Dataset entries
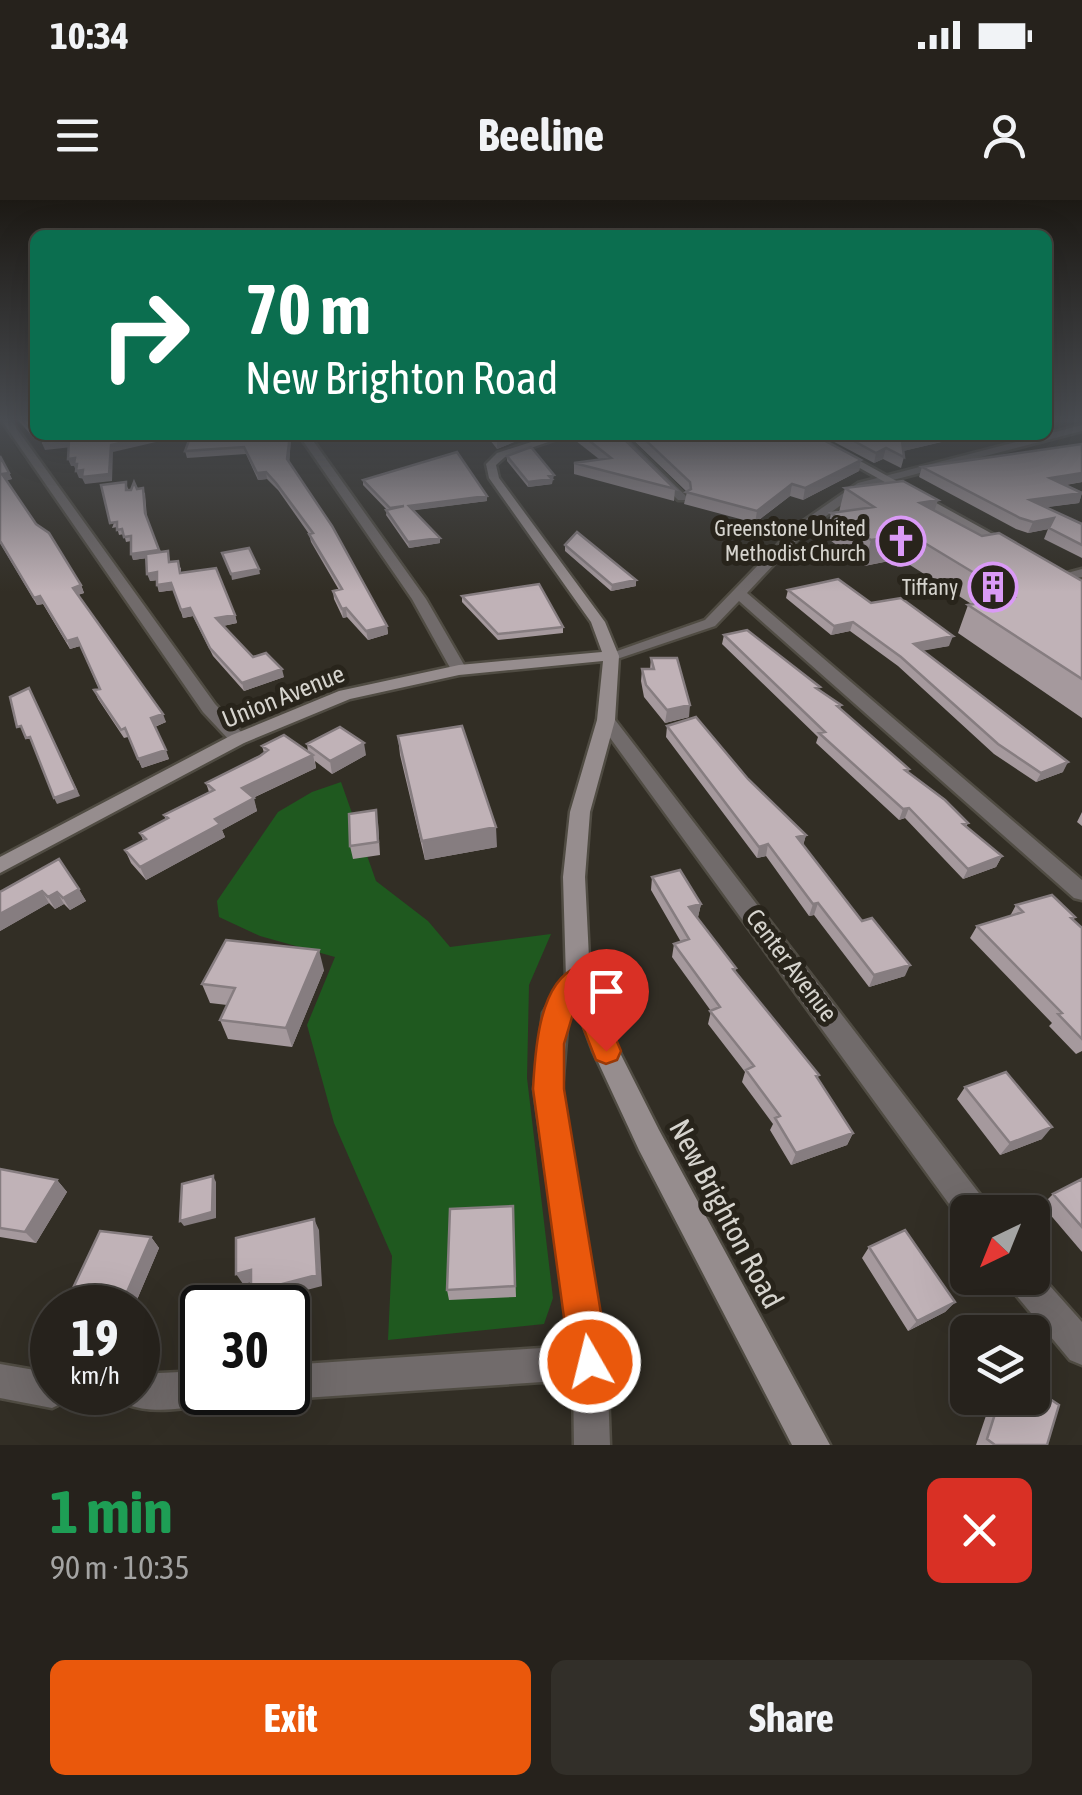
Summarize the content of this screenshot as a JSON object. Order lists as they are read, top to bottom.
{
  "streets": {
    "street": ["Union Avenue", "Center Avenue", "New Brighton Road"]
  },
  "crossings": [
    ["Union Avenue", "New Brighton Road"],
    ["Center Avenue", "New Brighton Road"]
  ],
  "places": {
    "church": ["Greenstone United Methodist Church"],
    "building": ["Tiffany"]
  },
  "north": "bottom left",
  "page": {
    "status": "10:34",
    "header": "Beeline",
    "turn": ["70 m", "New Brighton Road"],
    "speed": "19 km/h",
    "limit": "30",
    "heading": ["1 min", "90 m · 10:35"],
    "buttons": ["Exit", "Share"]
  }
}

[What the task asks]: Copy the entries character for character, excluding any pictures.

[Response box]:
Summarize the content of this screenshot as a JSON object. Order lists as they are read, top to bottom.
{
  "streets": {
    "street": ["Union Avenue", "Center Avenue", "New Brighton Road"]
  },
  "crossings": [
    ["Union Avenue", "New Brighton Road"],
    ["Center Avenue", "New Brighton Road"]
  ],
  "places": {
    "church": ["Greenstone United Methodist Church"],
    "building": ["Tiffany"]
  },
  "north": "bottom left",
  "page": {
    "status": "10:34",
    "header": "Beeline",
    "turn": ["70 m", "New Brighton Road"],
    "speed": "19 km/h",
    "limit": "30",
    "heading": ["1 min", "90 m · 10:35"],
    "buttons": ["Exit", "Share"]
  }
}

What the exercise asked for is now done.